As organizations have expanded globally, control mechanisms utilized in the past may need to be supplemented with a new type of personnel, that of the inpatriate. Expatriates were the most widely used staffing for corporate control, but due to various issues, a complementary set of employees to facilitate corporate goals could be utilized. Inpatriation, as a practical and conceptual means to augment expatriation, is discussed, compared with, and contrasted to, expatriation. This research explores the use of inpatriates in facilitating global control.


Global corporations are faced with a global marketplace characterized by uncertainty, diversity among global competitors, rapid technological change, widespread price wars, and seemingly endless reorganizations (Ilinitch, Lewin & D'Aveni, 1998). Although the attributes of globalization are evident, most of the world's organizations have not appreciated their potential influence on their organization's structure or operations. There is little doubt organizational viability in the next century will require the firm to be more global in its outlook, if not in its operations (Rhinesmith, 1993). The firms that foster a flexible and innovative environment within their organizations will enjoy success in the dynamic global economy.

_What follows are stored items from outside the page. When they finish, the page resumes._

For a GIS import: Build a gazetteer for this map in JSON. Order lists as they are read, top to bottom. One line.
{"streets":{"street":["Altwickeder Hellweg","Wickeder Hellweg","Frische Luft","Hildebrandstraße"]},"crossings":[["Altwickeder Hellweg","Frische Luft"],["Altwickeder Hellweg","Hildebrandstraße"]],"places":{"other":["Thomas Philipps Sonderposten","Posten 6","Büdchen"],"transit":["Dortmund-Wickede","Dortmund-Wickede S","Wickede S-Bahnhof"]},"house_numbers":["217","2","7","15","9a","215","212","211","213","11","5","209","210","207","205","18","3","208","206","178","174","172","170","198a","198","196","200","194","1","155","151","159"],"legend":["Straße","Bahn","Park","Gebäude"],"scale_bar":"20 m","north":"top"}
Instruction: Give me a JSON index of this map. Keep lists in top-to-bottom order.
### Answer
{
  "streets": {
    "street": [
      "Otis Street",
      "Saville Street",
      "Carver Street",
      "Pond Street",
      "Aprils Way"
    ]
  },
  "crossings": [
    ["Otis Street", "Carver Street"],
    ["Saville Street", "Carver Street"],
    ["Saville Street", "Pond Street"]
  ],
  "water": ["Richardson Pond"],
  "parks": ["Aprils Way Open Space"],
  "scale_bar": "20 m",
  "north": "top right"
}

The global marketplace has recast the strategic focus of firms from careful exploitation of highly durable strategic assets to the steady creation of many new, intangible ones that provide a momentary competitive edge in the global marketplace (D'Aveni, 1999). Designing control mechanisms to utilize and protect these intangible assets will require innovative, flexible techniques that will obligate substantial local knowledge. The continuous creation and control of these new highly durable assets suggest implementation of a sophisticated control system that provides direction and simultaneous flows of information to both safeguard and utilize the firm's core competencies.

Essentially, organizations must develop an environment that encourages and fosters the ability to achieve organizational objectives even though the desired outcomes may seem to be contradictory. For example, the firm must achieve a level of internal flexibility while maintaining a stable environment, it must be able to diversify while maintaining focus, and employees must appreciate that they have the freedom to act autonomously even though it may sometimes be against a strong organizational culture (Ilinitch, Lewin & D'Aveni, 1998). The ability to monitor and control a firm's activities is critical to an organization's ability to sustain flexibility and achieve organizational objectives.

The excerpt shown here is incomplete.